Mas aqui está o ponto-chave que quase ninguém deixa claro: gestão não é prova jurídica.

O GED é o começo do processo, não o final.

Digitalizar não transforma papel em prova jurídica

Escanear um contrato, um laudo ou um termo assinado não muda automaticamente o status jurídico desse documento.

Um arquivo digitalizado pode:

  • Ser alterado
  • Ser copiado
  • Ser substituído
  • Perder seu vínculo com a autoria original

Sem mecanismos que garantam autenticidade, integridade e rastreabilidade, esse documento continua sendo apenas uma imagem digital, não uma prova robusta.

É aqui que muitas empresas acreditam estar seguras quando, na prática, estão apenas organizadas.

O que a lei exige de um documento digital válido

Para que um documento digital tenha validade jurídica, alguns pilares precisam estar garantidos:

Autenticidade
Quem assinou esse documento? É possível provar a identidade do autor?

Integridade
O conteúdo foi alterado depois de criado ou assinado?

Temporalidade
É possível comprovar quando esse documento passou a existir?

Não repúdio
O autor pode negar que assinou ou validou aquele documento?

Sem esses elementos, o documento perde força como prova, especialmente em cenários de auditoria ou disputa judicial.

Onde entram assinatura digital e carimbo do tempo nesse processo

Aqui está a virada de chave que transforma gestão em proteção jurídica.

A assinatura digital vincula o documento a uma identidade, garantindo autoria, autenticidade e não repúdio. Ela assegura que aquela ação foi realizada por uma pessoa ou empresa específica, com respaldo legal.

Já o carimbo do tempo adiciona uma camada essencial: ele comprova data e hora exatas de existência do documento, usando uma fonte de tempo confiável. Isso impede questionamentos sobre quando aquele arquivo foi criado ou assinado.

Em outras palavras:

  • O GED organiza
  • A assinatura digital válida
  • O carimbo do tempo comprova

É a combinação desses elementos que cria documentos digitais realmente confiáveis.

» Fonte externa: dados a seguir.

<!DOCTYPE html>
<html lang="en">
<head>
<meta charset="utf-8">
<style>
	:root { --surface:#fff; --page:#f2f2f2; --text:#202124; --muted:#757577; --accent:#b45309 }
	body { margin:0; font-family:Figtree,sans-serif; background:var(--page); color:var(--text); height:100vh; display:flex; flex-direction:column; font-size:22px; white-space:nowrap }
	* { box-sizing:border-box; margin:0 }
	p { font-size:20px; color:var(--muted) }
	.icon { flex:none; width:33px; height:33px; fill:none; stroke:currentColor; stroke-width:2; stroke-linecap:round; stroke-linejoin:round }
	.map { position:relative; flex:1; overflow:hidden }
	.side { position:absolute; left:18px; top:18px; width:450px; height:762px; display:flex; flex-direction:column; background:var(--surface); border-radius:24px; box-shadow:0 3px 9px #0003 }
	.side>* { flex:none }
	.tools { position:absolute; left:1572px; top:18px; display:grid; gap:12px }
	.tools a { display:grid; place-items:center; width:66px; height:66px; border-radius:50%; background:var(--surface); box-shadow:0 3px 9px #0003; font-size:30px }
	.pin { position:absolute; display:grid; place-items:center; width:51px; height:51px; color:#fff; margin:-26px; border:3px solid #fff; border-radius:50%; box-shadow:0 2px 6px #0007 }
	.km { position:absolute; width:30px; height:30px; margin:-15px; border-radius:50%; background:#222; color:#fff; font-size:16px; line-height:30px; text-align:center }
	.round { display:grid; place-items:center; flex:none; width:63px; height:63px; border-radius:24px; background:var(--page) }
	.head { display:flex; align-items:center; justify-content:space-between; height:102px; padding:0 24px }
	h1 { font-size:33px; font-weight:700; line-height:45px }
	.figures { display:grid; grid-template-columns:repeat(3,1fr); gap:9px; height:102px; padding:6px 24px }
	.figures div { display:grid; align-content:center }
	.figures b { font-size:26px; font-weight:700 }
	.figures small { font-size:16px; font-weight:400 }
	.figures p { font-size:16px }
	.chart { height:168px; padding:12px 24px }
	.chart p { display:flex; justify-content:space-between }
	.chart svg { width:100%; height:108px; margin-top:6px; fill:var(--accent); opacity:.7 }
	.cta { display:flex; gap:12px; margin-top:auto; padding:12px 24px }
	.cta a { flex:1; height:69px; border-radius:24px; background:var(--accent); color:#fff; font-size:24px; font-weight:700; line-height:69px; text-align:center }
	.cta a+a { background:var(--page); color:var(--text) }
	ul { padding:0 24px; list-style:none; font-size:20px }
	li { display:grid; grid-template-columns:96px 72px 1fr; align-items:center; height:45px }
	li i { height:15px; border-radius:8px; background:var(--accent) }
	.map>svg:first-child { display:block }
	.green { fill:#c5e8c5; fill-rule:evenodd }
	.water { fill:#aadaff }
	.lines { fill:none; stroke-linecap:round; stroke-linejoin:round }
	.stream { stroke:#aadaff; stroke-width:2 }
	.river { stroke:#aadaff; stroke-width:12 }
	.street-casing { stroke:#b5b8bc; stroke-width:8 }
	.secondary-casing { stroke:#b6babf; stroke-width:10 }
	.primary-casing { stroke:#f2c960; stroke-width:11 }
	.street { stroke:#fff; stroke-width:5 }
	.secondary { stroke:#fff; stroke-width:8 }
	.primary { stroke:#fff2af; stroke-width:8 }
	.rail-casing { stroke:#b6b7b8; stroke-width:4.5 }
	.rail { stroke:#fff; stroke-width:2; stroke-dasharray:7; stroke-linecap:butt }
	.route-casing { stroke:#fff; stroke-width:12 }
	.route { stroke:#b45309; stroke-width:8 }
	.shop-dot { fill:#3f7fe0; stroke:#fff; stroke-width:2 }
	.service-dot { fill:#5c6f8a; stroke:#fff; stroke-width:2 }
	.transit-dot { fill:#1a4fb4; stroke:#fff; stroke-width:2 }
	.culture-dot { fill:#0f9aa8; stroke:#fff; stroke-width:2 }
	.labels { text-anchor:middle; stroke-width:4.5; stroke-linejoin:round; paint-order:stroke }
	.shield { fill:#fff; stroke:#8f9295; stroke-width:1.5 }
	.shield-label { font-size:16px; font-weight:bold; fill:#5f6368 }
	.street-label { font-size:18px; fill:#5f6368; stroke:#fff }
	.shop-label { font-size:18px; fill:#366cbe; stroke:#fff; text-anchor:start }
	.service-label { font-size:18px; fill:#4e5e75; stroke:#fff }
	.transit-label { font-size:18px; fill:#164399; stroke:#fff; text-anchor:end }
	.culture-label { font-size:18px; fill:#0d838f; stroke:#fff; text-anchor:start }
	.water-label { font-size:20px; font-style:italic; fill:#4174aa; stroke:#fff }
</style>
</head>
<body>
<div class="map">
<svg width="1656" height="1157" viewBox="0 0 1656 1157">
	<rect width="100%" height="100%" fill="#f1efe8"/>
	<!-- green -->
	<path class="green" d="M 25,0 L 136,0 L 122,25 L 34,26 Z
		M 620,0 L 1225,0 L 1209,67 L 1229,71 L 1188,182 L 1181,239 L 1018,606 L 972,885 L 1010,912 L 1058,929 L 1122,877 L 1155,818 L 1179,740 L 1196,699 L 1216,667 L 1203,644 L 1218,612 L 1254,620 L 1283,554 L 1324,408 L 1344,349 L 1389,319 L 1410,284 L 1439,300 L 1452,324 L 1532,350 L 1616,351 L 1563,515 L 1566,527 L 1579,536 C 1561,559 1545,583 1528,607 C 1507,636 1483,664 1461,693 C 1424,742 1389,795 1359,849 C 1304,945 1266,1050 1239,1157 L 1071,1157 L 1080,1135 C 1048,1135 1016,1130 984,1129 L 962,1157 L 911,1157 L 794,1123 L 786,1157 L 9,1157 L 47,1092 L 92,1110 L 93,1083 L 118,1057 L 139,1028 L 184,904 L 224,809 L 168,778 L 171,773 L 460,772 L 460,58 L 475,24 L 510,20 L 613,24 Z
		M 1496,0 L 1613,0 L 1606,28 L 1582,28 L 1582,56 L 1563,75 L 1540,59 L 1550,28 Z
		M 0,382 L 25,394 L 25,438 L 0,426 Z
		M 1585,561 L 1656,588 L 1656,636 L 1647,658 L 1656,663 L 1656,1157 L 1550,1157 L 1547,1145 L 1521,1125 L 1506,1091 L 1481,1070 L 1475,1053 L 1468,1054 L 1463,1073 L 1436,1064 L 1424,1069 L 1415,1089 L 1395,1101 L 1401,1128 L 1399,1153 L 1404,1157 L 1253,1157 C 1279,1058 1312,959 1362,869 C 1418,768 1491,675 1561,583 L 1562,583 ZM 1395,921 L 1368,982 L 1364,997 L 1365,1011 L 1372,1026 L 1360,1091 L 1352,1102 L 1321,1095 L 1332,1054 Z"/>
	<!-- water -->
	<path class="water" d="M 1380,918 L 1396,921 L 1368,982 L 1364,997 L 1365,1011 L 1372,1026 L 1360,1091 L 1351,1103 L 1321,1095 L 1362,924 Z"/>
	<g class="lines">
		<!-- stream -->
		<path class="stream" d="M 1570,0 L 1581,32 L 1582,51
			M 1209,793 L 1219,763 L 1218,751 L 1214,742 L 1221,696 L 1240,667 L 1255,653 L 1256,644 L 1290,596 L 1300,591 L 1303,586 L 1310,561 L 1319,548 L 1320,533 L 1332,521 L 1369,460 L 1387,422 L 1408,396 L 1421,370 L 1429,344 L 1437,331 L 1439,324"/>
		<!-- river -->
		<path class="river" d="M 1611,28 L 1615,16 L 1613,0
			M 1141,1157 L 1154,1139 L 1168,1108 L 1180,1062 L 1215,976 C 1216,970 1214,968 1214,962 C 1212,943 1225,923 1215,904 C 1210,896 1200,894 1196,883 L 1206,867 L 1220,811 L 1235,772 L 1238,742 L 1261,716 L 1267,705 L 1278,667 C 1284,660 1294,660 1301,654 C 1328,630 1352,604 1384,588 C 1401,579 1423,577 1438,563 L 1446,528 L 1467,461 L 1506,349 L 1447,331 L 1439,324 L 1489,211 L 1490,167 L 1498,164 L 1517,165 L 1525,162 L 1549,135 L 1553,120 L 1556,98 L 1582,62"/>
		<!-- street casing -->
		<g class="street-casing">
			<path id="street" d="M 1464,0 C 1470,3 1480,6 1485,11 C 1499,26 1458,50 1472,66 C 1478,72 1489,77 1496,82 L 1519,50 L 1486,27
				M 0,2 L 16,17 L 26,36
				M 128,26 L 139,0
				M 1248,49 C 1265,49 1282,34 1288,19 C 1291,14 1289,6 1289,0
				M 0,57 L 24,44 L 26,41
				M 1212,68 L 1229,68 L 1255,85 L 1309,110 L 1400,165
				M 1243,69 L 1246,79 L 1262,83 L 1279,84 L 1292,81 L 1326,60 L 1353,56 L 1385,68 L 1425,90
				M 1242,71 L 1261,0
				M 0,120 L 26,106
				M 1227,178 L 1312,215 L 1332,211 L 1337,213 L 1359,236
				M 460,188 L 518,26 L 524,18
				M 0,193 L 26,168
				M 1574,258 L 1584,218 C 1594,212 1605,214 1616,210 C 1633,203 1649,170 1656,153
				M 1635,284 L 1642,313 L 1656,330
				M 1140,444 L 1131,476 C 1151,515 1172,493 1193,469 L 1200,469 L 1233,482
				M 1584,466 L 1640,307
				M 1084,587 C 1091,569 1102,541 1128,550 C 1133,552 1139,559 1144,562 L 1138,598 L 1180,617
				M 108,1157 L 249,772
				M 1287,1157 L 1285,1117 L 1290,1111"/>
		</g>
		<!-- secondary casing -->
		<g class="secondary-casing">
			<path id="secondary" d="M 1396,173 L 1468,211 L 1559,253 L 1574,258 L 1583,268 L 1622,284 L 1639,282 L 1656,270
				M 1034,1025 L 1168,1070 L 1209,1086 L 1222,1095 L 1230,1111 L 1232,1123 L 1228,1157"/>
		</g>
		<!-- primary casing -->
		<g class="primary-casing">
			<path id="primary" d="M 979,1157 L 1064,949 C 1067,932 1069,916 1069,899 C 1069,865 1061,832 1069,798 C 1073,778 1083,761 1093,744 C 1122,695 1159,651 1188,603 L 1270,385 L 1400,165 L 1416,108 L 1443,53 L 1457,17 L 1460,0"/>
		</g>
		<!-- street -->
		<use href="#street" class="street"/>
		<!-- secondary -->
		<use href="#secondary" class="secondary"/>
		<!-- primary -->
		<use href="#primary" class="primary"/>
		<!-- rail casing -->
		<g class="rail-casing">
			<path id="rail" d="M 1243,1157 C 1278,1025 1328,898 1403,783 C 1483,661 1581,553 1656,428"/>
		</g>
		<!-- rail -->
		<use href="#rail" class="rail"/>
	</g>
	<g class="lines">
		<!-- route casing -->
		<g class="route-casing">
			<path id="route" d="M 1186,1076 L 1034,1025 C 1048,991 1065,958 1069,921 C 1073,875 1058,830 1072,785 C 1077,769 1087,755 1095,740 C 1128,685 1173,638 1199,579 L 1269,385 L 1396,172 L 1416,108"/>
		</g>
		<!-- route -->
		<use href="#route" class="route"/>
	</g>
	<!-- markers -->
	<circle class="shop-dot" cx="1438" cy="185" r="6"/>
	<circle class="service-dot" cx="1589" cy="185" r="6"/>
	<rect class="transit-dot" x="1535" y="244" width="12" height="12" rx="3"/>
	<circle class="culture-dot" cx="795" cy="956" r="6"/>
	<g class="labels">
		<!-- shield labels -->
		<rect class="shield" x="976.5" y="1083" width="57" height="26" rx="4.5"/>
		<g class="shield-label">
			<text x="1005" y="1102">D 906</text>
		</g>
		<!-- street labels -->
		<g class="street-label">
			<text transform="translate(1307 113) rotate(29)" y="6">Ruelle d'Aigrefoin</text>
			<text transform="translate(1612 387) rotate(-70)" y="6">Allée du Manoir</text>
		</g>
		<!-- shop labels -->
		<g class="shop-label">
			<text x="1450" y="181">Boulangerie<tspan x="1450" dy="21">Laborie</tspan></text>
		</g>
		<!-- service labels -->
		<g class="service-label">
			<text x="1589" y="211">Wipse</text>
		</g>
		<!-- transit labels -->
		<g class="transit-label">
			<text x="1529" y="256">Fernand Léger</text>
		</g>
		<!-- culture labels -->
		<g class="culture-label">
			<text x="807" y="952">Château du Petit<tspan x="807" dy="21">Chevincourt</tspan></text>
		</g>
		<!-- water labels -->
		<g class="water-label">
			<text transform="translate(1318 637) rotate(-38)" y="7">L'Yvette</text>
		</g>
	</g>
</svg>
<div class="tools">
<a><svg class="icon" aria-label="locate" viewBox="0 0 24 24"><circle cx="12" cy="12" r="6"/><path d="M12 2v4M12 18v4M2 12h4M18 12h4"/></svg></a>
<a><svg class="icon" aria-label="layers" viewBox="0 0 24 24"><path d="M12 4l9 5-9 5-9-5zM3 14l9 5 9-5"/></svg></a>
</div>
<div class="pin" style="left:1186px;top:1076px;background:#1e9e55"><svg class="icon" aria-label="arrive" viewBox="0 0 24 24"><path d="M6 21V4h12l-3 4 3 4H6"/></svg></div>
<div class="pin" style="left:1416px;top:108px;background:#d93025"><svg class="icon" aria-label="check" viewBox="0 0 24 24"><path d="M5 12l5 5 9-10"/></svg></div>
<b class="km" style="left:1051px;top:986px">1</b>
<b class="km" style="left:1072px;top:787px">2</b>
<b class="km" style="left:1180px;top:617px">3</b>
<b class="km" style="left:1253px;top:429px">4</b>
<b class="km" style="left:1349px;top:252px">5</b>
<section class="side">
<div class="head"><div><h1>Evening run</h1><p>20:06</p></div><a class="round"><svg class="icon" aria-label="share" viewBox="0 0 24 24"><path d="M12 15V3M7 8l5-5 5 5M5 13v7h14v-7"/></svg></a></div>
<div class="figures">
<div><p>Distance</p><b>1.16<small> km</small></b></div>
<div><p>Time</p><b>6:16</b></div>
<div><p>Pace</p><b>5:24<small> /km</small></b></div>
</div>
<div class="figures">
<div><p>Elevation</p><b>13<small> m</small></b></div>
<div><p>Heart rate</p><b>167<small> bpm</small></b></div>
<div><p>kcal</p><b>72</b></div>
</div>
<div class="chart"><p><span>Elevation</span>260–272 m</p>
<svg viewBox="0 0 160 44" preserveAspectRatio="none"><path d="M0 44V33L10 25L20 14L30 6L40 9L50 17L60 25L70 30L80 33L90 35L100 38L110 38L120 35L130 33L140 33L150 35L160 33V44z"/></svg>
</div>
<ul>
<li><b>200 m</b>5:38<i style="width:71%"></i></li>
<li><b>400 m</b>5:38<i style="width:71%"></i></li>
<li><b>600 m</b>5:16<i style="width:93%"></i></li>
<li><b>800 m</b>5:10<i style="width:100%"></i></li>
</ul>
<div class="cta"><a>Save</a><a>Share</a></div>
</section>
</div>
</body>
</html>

O problema de descobrir isso só na auditoria (ou no processo)

O maior risco não está em usar GED. Está em achar que ele resolve tudo sozinho.

Muitas empresas só percebem a fragilidade documental quando:

  • Um auditor pede comprovação formal
  • Um contrato é questionado judicialmente
  • Uma fiscalização exige provas técnicas
  • Uma disputa depende da data ou da integridade de um documento

Nesse momento é necessário provar, e a prova jurídica não se constrói depois do problema, ela precisa estar incorporada ao processo desde o início.

GED com validade jurídica: como montar o ecossistema certo

Empresas maduras digitalmente não pensam em ferramentas isoladas. Pensam em ecossistemas de confiança.

Um ambiente documental robusto costuma incluir:

  • Sistema de GED para gestão
  • Assinatura digital com validade jurídica
  • Carimbo do tempo para prova temporal
  • Políticas internas bem definidas
  • Integração entre sistemas e processos

Esse conjunto reduz riscos, aumenta a segurança e evita surpresas desagradáveis no futuro.

Digitalizar é organizar. Validar é proteger.

A transformação digital não termina quando o papel sai de cena. Ela só se completa quando a empresa garante que seus documentos digitais são seguros, íntegros e juridicamente válidos.

GED é eficiência.
Validade jurídica é proteção.

E as duas coisas precisam caminhar juntas.